Keep the pictures out of the copy and print all the entries below exactly.

Stored data
#####

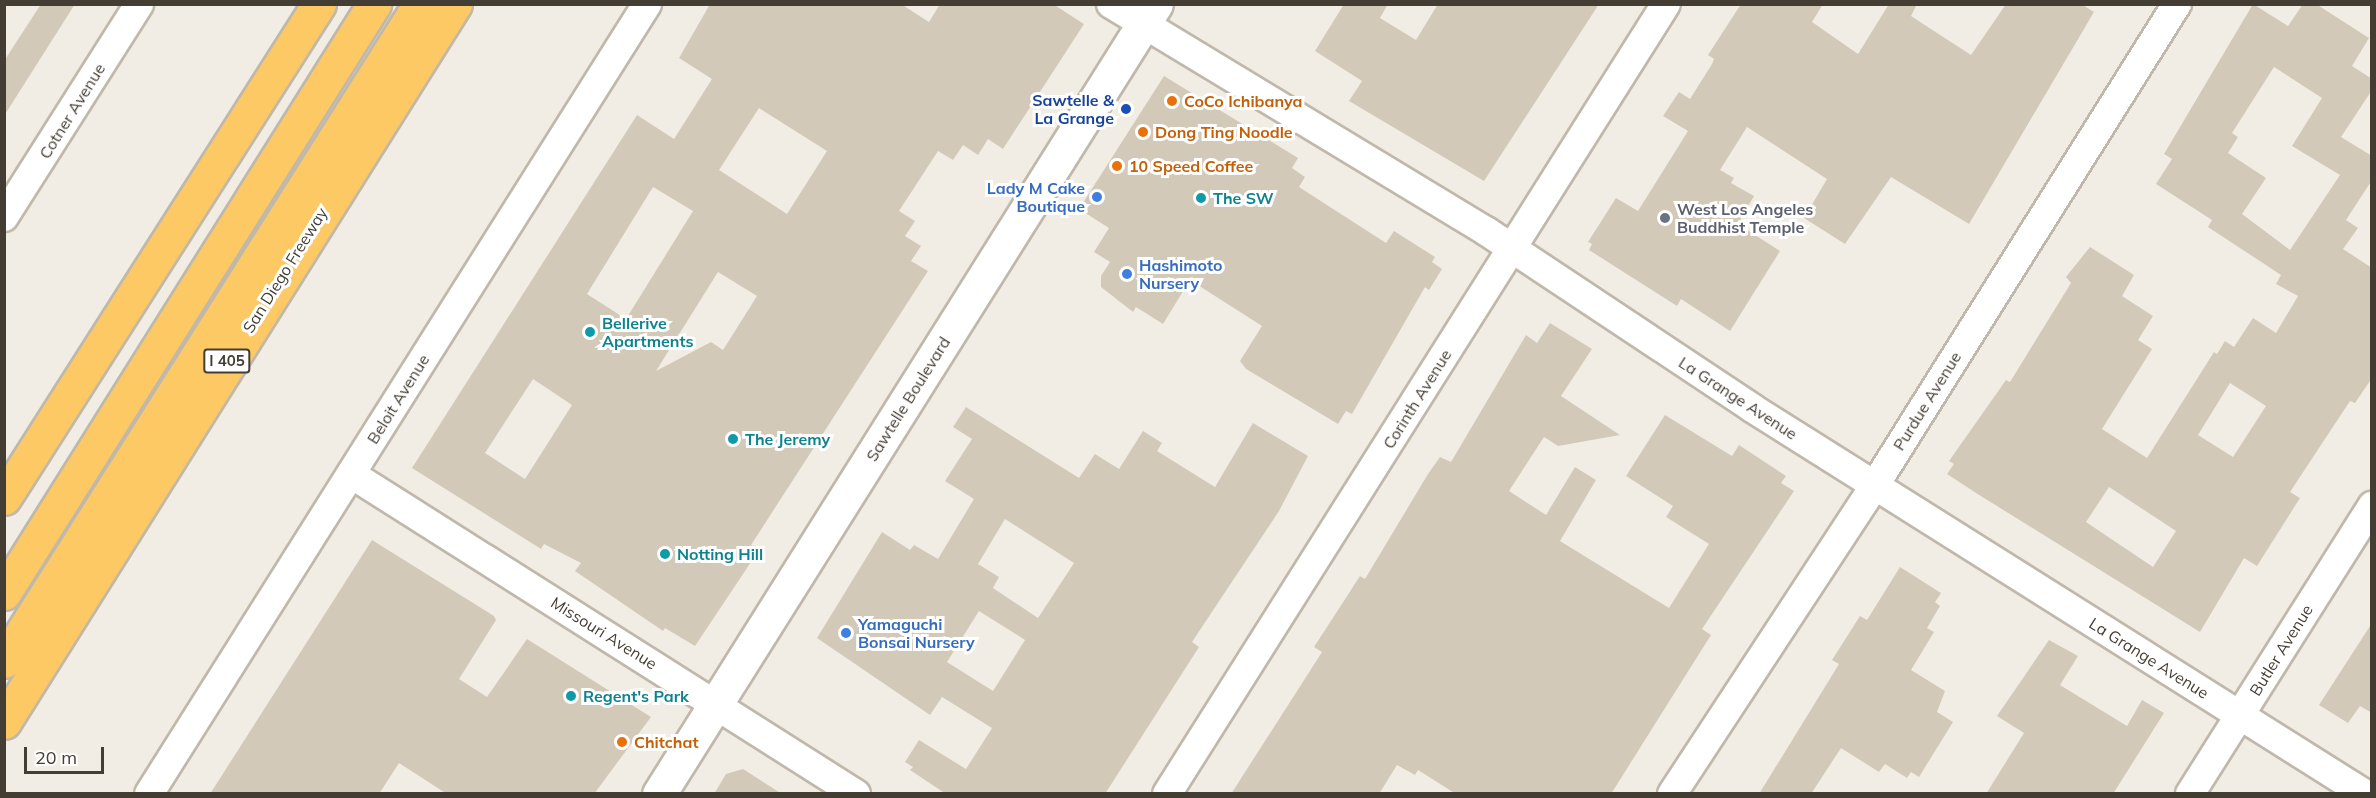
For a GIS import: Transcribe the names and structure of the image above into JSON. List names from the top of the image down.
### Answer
{
  "streets": {
    "highway": ["San Diego Freeway", "I 405"],
    "street": [
      "Cotner Avenue",
      "La Grange Avenue",
      "Beloit Avenue",
      "Sawtelle Boulevard",
      "Corinth Avenue",
      "Purdue Avenue",
      "Missouri Avenue",
      "Butler Avenue"
    ]
  },
  "crossings": [
    ["La Grange Avenue", "Sawtelle Boulevard"],
    ["La Grange Avenue", "Corinth Avenue"],
    ["La Grange Avenue", "Purdue Avenue"],
    ["La Grange Avenue", "Butler Avenue"],
    ["Beloit Avenue", "Missouri Avenue"],
    ["Sawtelle Boulevard", "Missouri Avenue"]
  ],
  "places": [
    "CoCo Ichibanya",
    "Sawtelle & La Grange",
    "Dong Ting Noodle",
    "10 Speed Coffee",
    "Lady M Cake Boutique",
    "The SW",
    "West Los Angeles Buddhist Temple",
    "Hashimoto Nursery",
    "Bellerive Apartments",
    "The Jeremy",
    "Notting Hill",
    "Yamaguchi Bonsai Nursery",
    "Regent's Park",
    "Chitchat"
  ],
  "scale_bar": "20 m"
}
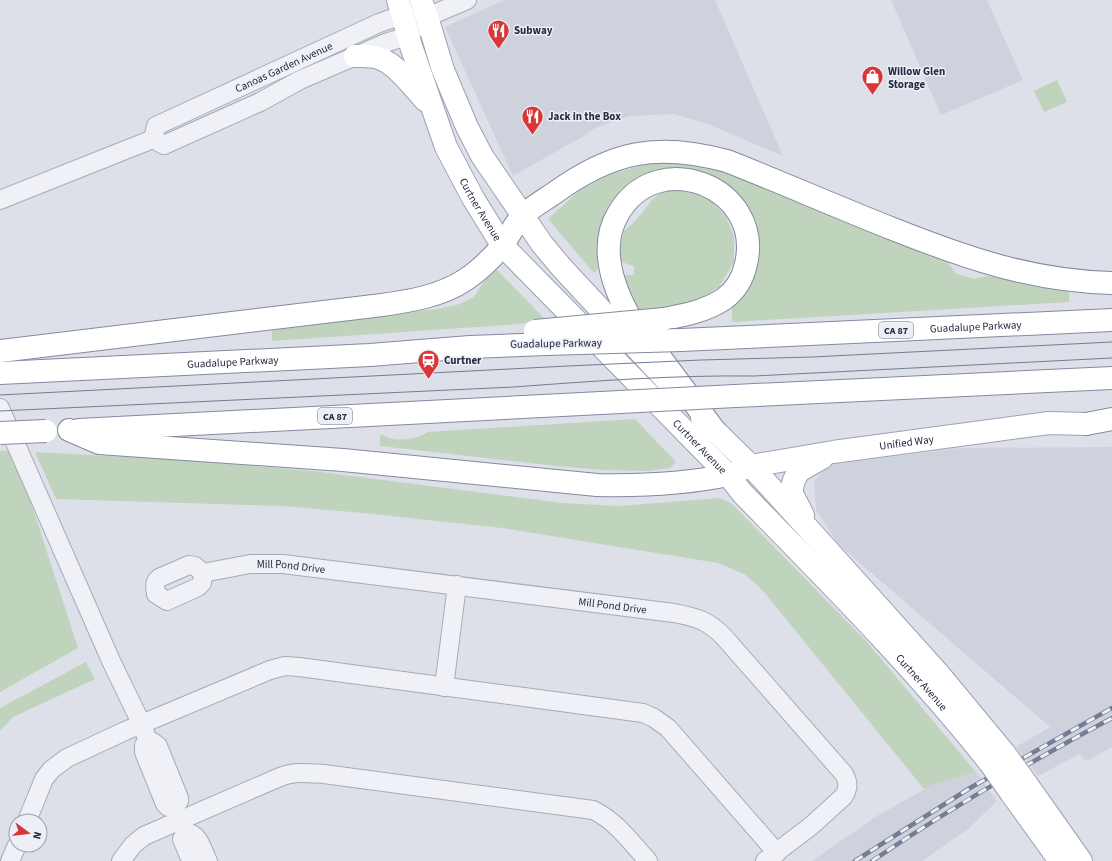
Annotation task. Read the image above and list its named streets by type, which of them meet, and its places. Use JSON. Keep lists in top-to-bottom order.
{
  "streets": {
    "main road": [
      "Curtner Avenue",
      "Guadalupe Parkway",
      "CA 87",
      "Unified Way"
    ],
    "street": ["Canoas Garden Avenue", "Mill Pond Drive"]
  },
  "crossings": [
    ["Canoas Garden Avenue", "Curtner Avenue"],
    ["Curtner Avenue", "Unified Way"],
    ["CA 87", "Unified Way"]
  ],
  "places": {
    "restaurant": ["Subway", "Jack in the Box"],
    "shop": ["Willow Glen Storage"],
    "station": ["Curtner"]
  },
  "north": "right"
}
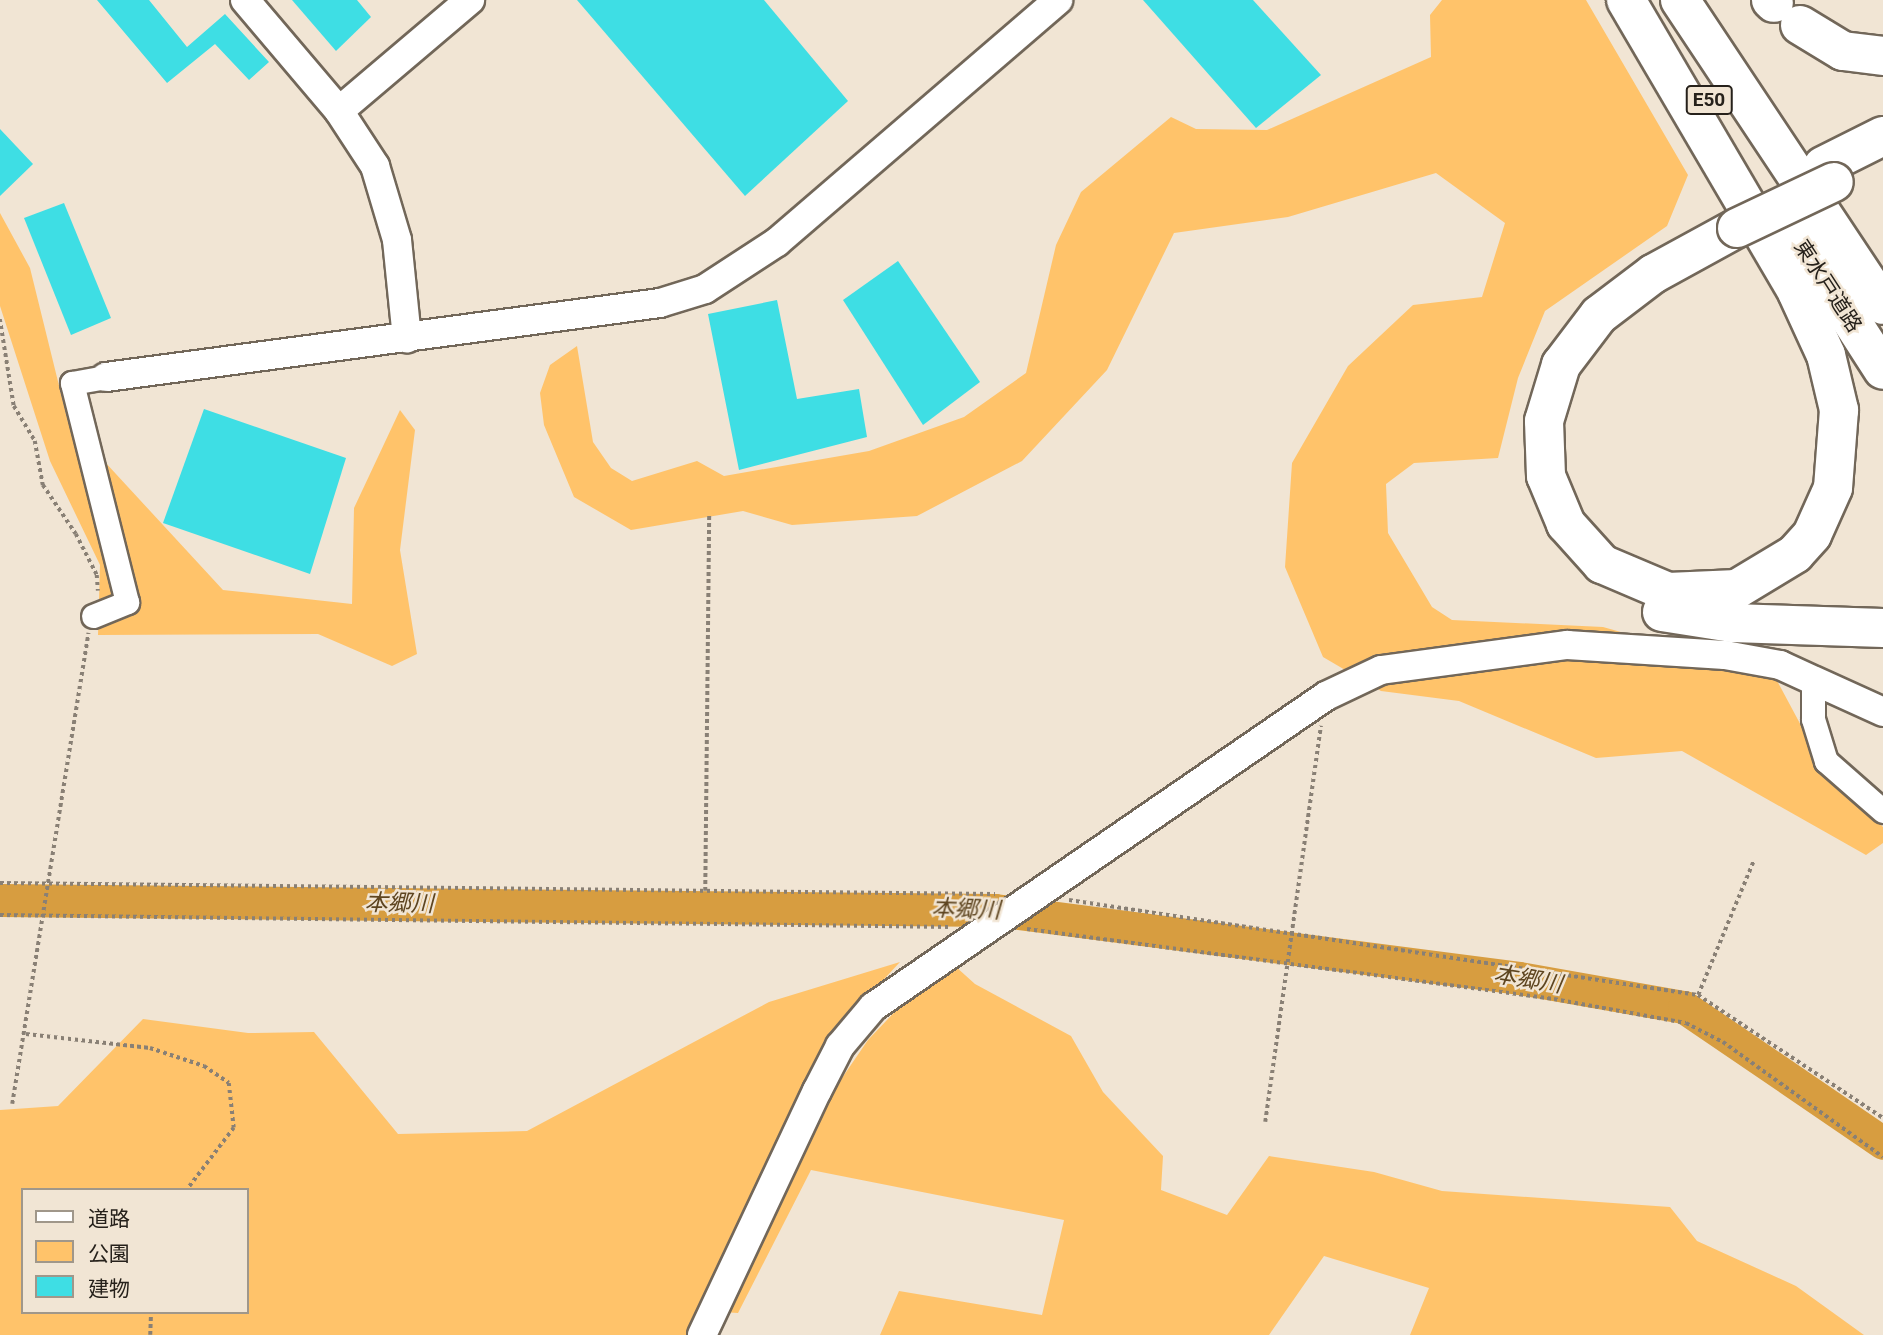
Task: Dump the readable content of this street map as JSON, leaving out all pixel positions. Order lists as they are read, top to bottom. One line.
{"streets":{"highway":["E50","東水戸道路"]},"crossings":[["E50","東水戸道路"]],"water":["本郷川"],"legend":["道路","公園","建物"]}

#####

» **SOLUTION TO THIS EXERCISE**:
For a GIS import: Transcribe the names and structure of the image above into JSON. List names from the top of the image down.
### Answer
{
  "streets": {
    "highway": ["San Diego Freeway", "I 405"],
    "street": [
      "Cotner Avenue",
      "La Grange Avenue",
      "Beloit Avenue",
      "Sawtelle Boulevard",
      "Corinth Avenue",
      "Purdue Avenue",
      "Missouri Avenue",
      "Butler Avenue"
    ]
  },
  "crossings": [
    ["La Grange Avenue", "Sawtelle Boulevard"],
    ["La Grange Avenue", "Corinth Avenue"],
    ["La Grange Avenue", "Purdue Avenue"],
    ["La Grange Avenue", "Butler Avenue"],
    ["Beloit Avenue", "Missouri Avenue"],
    ["Sawtelle Boulevard", "Missouri Avenue"]
  ],
  "places": [
    "CoCo Ichibanya",
    "Sawtelle & La Grange",
    "Dong Ting Noodle",
    "10 Speed Coffee",
    "Lady M Cake Boutique",
    "The SW",
    "West Los Angeles Buddhist Temple",
    "Hashimoto Nursery",
    "Bellerive Apartments",
    "The Jeremy",
    "Notting Hill",
    "Yamaguchi Bonsai Nursery",
    "Regent's Park",
    "Chitchat"
  ],
  "scale_bar": "20 m"
}
Annotation task. Read the image above and list its named streets by type, which of them meet, and its places. Use JSON. Keep lists in top-to-bottom order.
{
  "streets": {
    "main road": [
      "Curtner Avenue",
      "Guadalupe Parkway",
      "CA 87",
      "Unified Way"
    ],
    "street": ["Canoas Garden Avenue", "Mill Pond Drive"]
  },
  "crossings": [
    ["Canoas Garden Avenue", "Curtner Avenue"],
    ["Curtner Avenue", "Unified Way"],
    ["CA 87", "Unified Way"]
  ],
  "places": {
    "restaurant": ["Subway", "Jack in the Box"],
    "shop": ["Willow Glen Storage"],
    "station": ["Curtner"]
  },
  "north": "right"
}
Task: Dump the readable content of this street map as JSON, leaving out all pixel positions. Order lists as they are read, top to bottom. One line.
{"streets":{"highway":["E50","東水戸道路"]},"crossings":[["E50","東水戸道路"]],"water":["本郷川"],"legend":["道路","公園","建物"]}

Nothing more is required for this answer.